Graphically the game is rendered in 3D with high quality assets and good use of lighting that presents a smooth and glossy feel to the environments. Characters are stereotypes you’d expect to find in a dungeon crawl, with blobs of slime, wolves and skeletons getting a lot of screen time and the lead character (male or female) re-skinning to display gear as you equip it in real-time. Buttons are well placed so as to be large and easy to use, showing cooldown of abilities and neatly tucking away menus that can be brought back with a quick tap of a tab. Sadly, whilst the game is gorgeous to look at it does lack in variety, featuring essentially the same dungeon area and layout over and over again without any form or randomization on show. Past level 50 you’ll begin to really wish that at least the skins changed on this square grid to give the game some variety.
In terms of music, Nonstop Knight makes use of a very well orchestrated (disney-style) theme tune that keep the game rolling with ease but does tend to loop as you start new floors frequently, which is a shame as it plays for a decent length and contains various pitches and tones to alternate through. Unfortunately this is the only piece of music on display in the title past a fanfare that play when a boss has been killed and makes the titles lack of variation all the more obvious. Sound effects are excellent and provide just the right amount of feedback without becoming over-bearing given the games combat orientated focus.

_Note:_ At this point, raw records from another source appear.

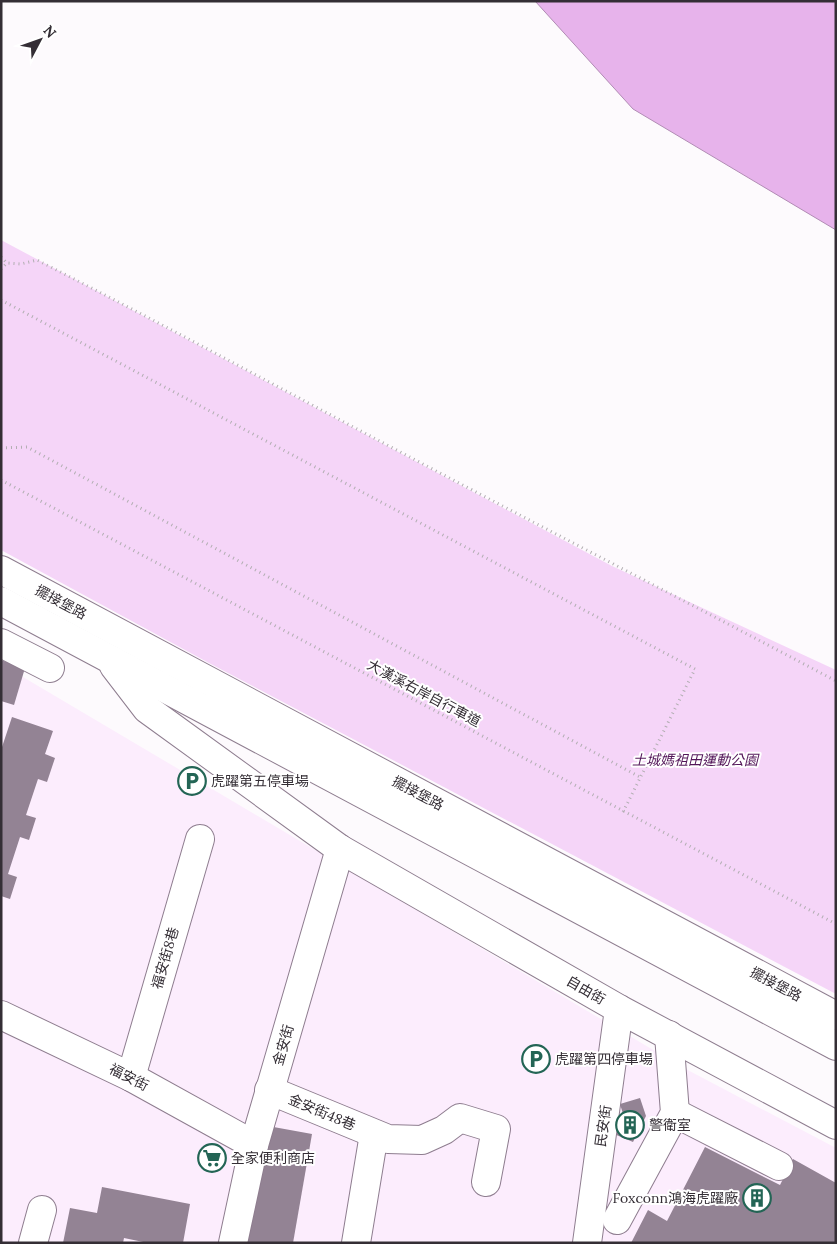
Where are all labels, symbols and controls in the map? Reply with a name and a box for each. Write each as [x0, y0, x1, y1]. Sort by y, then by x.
north arrow [15, 15, 65, 65]
text: N [39, 21, 60, 42]
street label: 擺接堡路 [32, 581, 90, 623]
street label: 大漢溪右岸自行車道 [364, 655, 484, 731]
park label: 土城媽祖田運動公園 [632, 751, 760, 769]
parking icon: 虎躍第五停車場 [177, 766, 207, 796]
place label: 虎躍第五停車場 [211, 772, 309, 790]
street label: 擺接堡路 [389, 772, 447, 814]
street label: 福安街8巷 [148, 925, 182, 991]
street label: 擺接堡路 [747, 963, 805, 1005]
street label: 自由街 [563, 972, 609, 1008]
street label: 金安街 [269, 1022, 297, 1068]
parking icon: 虎躍第四停車場 [521, 1044, 551, 1074]
place label: 虎躍第四停車場 [555, 1050, 653, 1068]
street label: 福安街 [106, 1059, 152, 1095]
street label: 金安街48巷 [286, 1090, 358, 1134]
street label: 民安街 [591, 1104, 615, 1148]
building icon: 警衛室 [615, 1110, 645, 1140]
place label: 警衛室 [649, 1116, 691, 1134]
supermarket icon: 全家便利商店 [197, 1143, 227, 1173]
place label: 全家便利商店 [231, 1149, 315, 1167]
building icon: Foxconn鴻海虎躍廠 [742, 1183, 772, 1213]
place label: Foxconn鴻海虎躍廠 [613, 1189, 738, 1207]

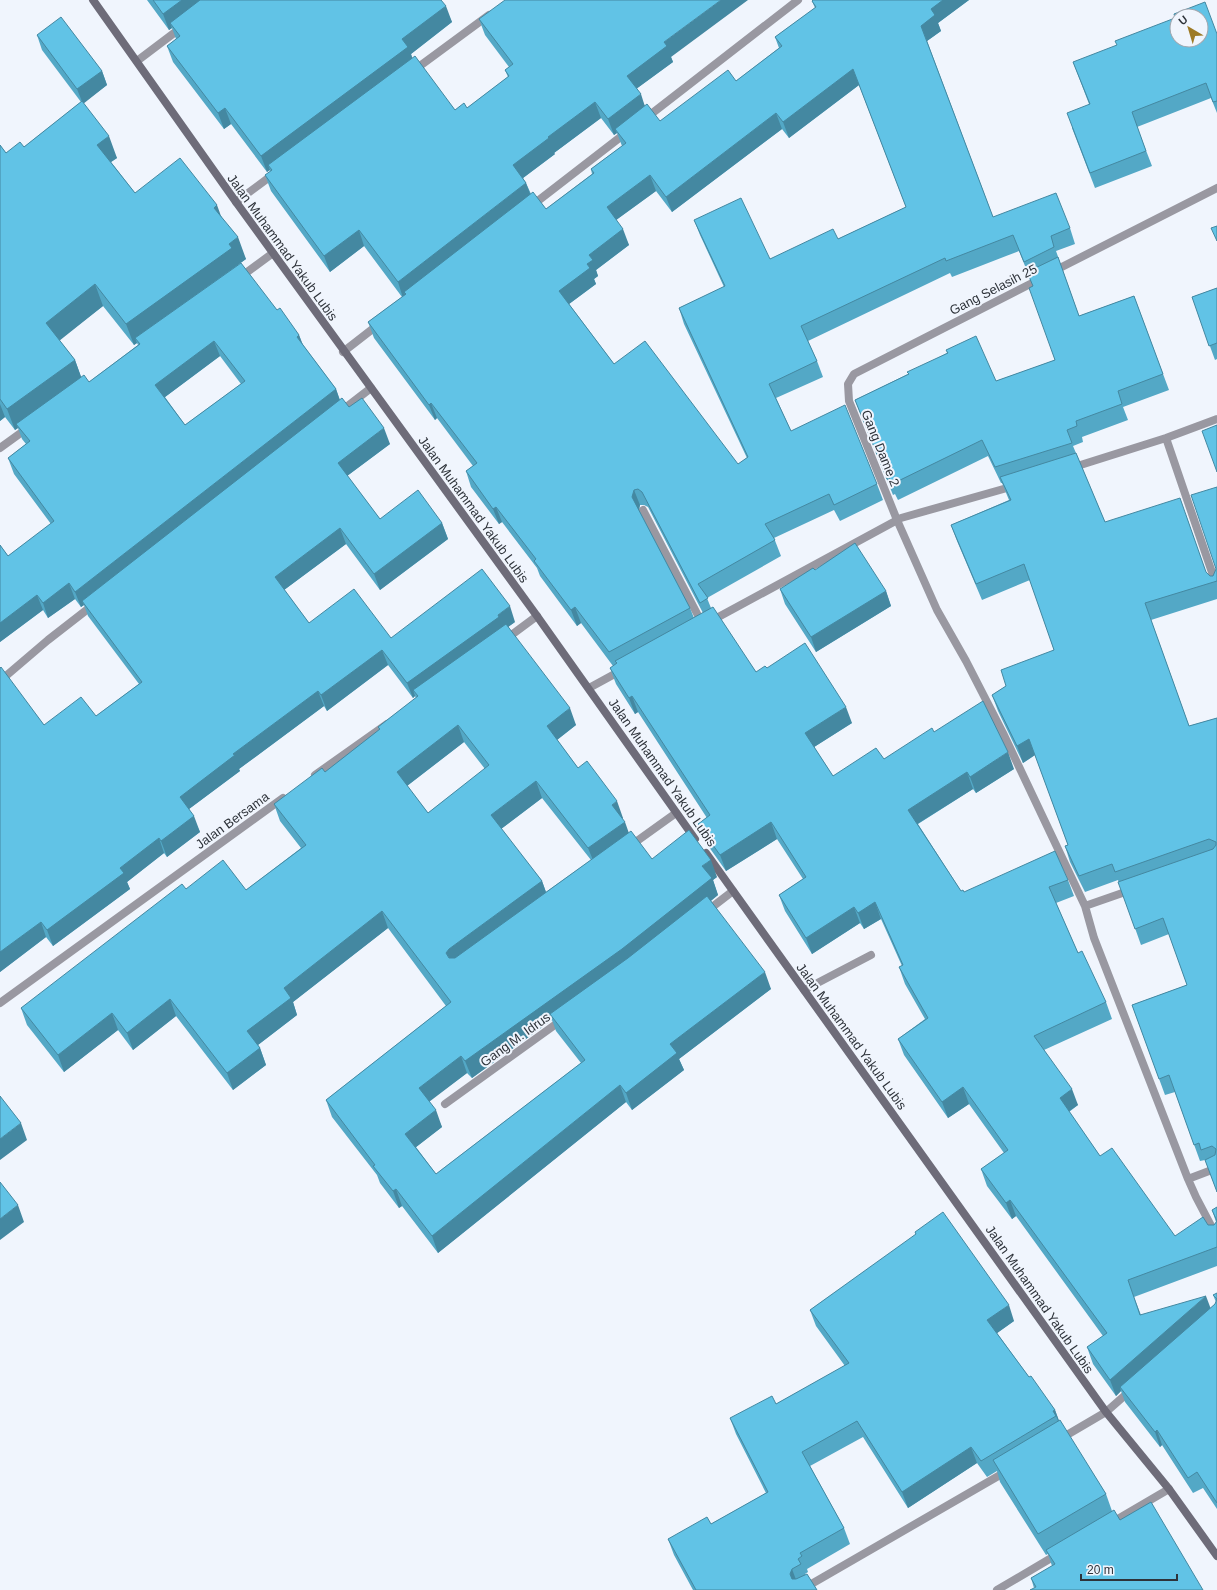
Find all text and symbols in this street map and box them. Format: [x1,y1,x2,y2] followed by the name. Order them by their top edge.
[1169,8,1209,48] north arrow
[1176,13,1190,27] text: U
[224,171,341,324] street label: Jalan Muhammad Yakub Lubis
[947,261,1039,318] street label: Gang Selasih 25
[858,408,903,489] street label: Gang Dame 2
[415,433,532,586] street label: Jalan Muhammad Yakub Lubis
[606,695,720,850] street label: Jalan Muhammad Yakub Lubis
[193,788,272,852] street label: Jalan Bersama
[793,960,910,1113] street label: Jalan Muhammad Yakub Lubis
[478,1009,553,1070] street label: Gang M. Idrus
[983,1222,1097,1377] street label: Jalan Muhammad Yakub Lubis
[1081,1556,1177,1582] scale bar
[1087,1563,1114,1577] text: 20 m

Sadly there’s no story included with the title to draw the player in, which could easily have been included at certain way-points in the games design (it keeps progress of how deeply you’ve delved over multiple playthroughs, so implementing occasional narrative segments when first hitting a milestone would have been easily possible). Even an introduction video to set the scene would have been welcome. Sadly players instead have to simply understand that you play as a knight, who never stops.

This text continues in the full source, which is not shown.